NaNoWriMoWoes

Me and a thousand other hobby writers!

This was my first attempt at NaNoWriMo after telling the Darwins last year I was considering it.  For the uninitiated (like me, 60 days ago), the plan is to write 2000 words a day for 30 days and TADA! you have a novella.  It’s like the P90X of writing, except with Billy Blanks and a lot of cocaine.  Never edit!  Always add!  Your manuscript screams when you cut it!  Don’t hurt it!

billy_blanks_taebo
Back straight! Social media off! Feel those fingers burn!  Count it with me!

I actually cheated a bit and started early because I have not been writing for many years.  As November drew on, I stopped early to balance it out because 1) guilty conscience and 2) damn this is a lot of writing.  Being a dad and a teacher with a very long commute doesn’t leave a lot of time for the pen, and I didn’t have enough plotting and dreaming stored up to keep pushing much beyond the first quarter of the book.

But I did learn a lot from the effort, and I am very grateful for having attempted it.  Here’s my self-post-mortem:

I wrote 20,000-25,000 words in a month.  I haven’t written that much fiction since I was in college.  In those days I could get ideas on paper (actually, on WordPerfect 3.0) as easily as I could breath or play video games.  Blasting 2k a day was child’s play in those days–I’m sure I did 10k often in those days.  Twenty years later, I never hit 2k once.  My best day was about 1200, and that was Veteran’s Day when I stayed home and pretended to be a full time writer.

I learned a fair amount about how I want to write these days.  Once upon a time, I only cared about story.  Now I primarily care about craft.  I count words and structural elements with more than a little obsession.  I don’t want to write in the zone, I want to plot and plan and revise repeatedly until diction and syntax are powerful.  Although as the month came to an end I realized how much I still needed at least a little “zone.”

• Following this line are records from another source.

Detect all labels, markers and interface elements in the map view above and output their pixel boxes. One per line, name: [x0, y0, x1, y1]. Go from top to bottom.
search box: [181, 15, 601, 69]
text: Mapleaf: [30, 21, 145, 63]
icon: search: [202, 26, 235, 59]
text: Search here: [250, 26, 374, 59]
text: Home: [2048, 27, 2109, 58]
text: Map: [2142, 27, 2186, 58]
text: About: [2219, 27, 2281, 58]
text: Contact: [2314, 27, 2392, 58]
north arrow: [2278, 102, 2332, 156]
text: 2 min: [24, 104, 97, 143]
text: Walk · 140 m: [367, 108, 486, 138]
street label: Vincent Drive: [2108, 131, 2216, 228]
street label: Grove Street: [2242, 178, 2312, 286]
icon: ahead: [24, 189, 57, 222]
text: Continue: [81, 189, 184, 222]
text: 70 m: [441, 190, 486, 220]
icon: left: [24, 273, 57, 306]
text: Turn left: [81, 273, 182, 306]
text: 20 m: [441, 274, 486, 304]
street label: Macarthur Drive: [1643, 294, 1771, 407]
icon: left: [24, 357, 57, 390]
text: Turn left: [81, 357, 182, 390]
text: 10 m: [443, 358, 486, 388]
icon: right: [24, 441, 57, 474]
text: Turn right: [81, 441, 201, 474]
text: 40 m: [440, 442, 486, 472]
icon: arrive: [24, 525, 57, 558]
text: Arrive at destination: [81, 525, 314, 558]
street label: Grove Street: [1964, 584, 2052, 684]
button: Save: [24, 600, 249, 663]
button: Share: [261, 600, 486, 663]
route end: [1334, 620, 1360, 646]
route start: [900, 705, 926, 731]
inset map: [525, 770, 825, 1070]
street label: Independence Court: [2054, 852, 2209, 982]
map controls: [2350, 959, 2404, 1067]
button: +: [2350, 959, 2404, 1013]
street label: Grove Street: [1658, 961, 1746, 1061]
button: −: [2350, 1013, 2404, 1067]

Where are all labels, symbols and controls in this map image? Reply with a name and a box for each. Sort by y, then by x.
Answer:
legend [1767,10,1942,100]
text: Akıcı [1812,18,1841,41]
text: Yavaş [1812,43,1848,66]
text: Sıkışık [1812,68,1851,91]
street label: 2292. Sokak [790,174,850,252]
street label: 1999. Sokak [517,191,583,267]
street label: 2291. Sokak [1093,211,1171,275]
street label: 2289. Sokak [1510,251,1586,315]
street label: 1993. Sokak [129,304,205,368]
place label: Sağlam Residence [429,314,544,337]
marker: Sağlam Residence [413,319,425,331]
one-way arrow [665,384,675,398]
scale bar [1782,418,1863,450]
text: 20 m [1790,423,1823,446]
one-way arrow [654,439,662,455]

I also cannot sit in front a screen, at least not yet.  I instantly hit a block when I try.  Because of my schedule, I wrote exclusively on the train to and from work (2 blocks, 45 minutes each).  That’s not laptop on the train, that’s yellow legal pads and pencils worn to the nub.  I found that holding a pencil almost instantly unblocked me, at least in the early weeks of the challenge.  It’s a time-waster compared to fingers flying on a keyboard, but not compared to sitting in front of a screen typing nothing.  I eventually hit a rhythm where I could pound out 400 words each time I sat down on the train.  I think I could probably get to 1k/day consistently with this method, and I found the growing stack of yellow leaves in my folder to be immensely satisfying.

I make myself feel better about my technological woes by thinking of how Homer composed.  Yeah, I went there.

I don’t think blast writing like NaNoWriMo is for me.  I would fight for days not to go back and fix sections that were weak, and each day my productivity would drop until I went back and edited.  I want to write compactly and I want things to be of a certain quality before I move on.  I don’t think it’s a perpetual edit-trap, but I can see how it would become one.  I just need to have one pass to make sure what I wrote has some punch to it.  Eight hundred words of (semi-)quality please me much more than hitting a word count for the day.

Perhaps most significantly, I can edit for content now.  When I was young I could only write under inspiration, and once it was written I could never touch it again except for simple proofing.  Such is childhood.  Now I feel no such compunction; I can rewrite scenes from scratch just to compare two or three alternatives.  I’m much less a pantser and much more a plotter now.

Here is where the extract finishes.